──────── Material to process ────────

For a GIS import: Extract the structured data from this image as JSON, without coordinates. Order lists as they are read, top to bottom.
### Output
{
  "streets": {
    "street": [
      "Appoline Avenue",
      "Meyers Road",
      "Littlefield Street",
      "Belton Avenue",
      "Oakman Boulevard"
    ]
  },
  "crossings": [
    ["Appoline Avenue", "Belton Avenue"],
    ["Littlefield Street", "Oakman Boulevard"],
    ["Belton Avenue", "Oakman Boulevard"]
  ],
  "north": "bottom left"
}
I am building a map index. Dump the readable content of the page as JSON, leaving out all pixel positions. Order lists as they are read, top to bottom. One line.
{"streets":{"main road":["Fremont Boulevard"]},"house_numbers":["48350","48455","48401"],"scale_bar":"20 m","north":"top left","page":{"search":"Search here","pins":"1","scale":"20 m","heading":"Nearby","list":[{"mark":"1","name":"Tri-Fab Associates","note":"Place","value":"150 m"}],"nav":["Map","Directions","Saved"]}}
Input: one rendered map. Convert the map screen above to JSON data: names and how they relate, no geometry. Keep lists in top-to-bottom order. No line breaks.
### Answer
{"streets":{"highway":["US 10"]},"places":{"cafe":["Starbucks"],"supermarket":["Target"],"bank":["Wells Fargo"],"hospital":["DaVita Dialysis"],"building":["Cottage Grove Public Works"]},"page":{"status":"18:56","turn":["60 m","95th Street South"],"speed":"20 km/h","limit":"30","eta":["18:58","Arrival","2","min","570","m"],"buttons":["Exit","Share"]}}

────────

**What you have to do:** Exact retyping of all the entries is required.

**Answer space:**
For a GIS import: Extract the structured data from this image as JSON, without coordinates. Order lists as they are read, top to bottom.
### Output
{
  "streets": {
    "street": [
      "Appoline Avenue",
      "Meyers Road",
      "Littlefield Street",
      "Belton Avenue",
      "Oakman Boulevard"
    ]
  },
  "crossings": [
    ["Appoline Avenue", "Belton Avenue"],
    ["Littlefield Street", "Oakman Boulevard"],
    ["Belton Avenue", "Oakman Boulevard"]
  ],
  "north": "bottom left"
}
I am building a map index. Dump the readable content of the page as JSON, leaving out all pixel positions. Order lists as they are read, top to bottom. One line.
{"streets":{"main road":["Fremont Boulevard"]},"house_numbers":["48350","48455","48401"],"scale_bar":"20 m","north":"top left","page":{"search":"Search here","pins":"1","scale":"20 m","heading":"Nearby","list":[{"mark":"1","name":"Tri-Fab Associates","note":"Place","value":"150 m"}],"nav":["Map","Directions","Saved"]}}
Input: one rendered map. Convert the map screen above to JSON data: names and how they relate, no geometry. Keep lists in top-to-bottom order. No line breaks.
### Answer
{"streets":{"highway":["US 10"]},"places":{"cafe":["Starbucks"],"supermarket":["Target"],"bank":["Wells Fargo"],"hospital":["DaVita Dialysis"],"building":["Cottage Grove Public Works"]},"page":{"status":"18:56","turn":["60 m","95th Street South"],"speed":"20 km/h","limit":"30","eta":["18:58","Arrival","2","min","570","m"],"buttons":["Exit","Share"]}}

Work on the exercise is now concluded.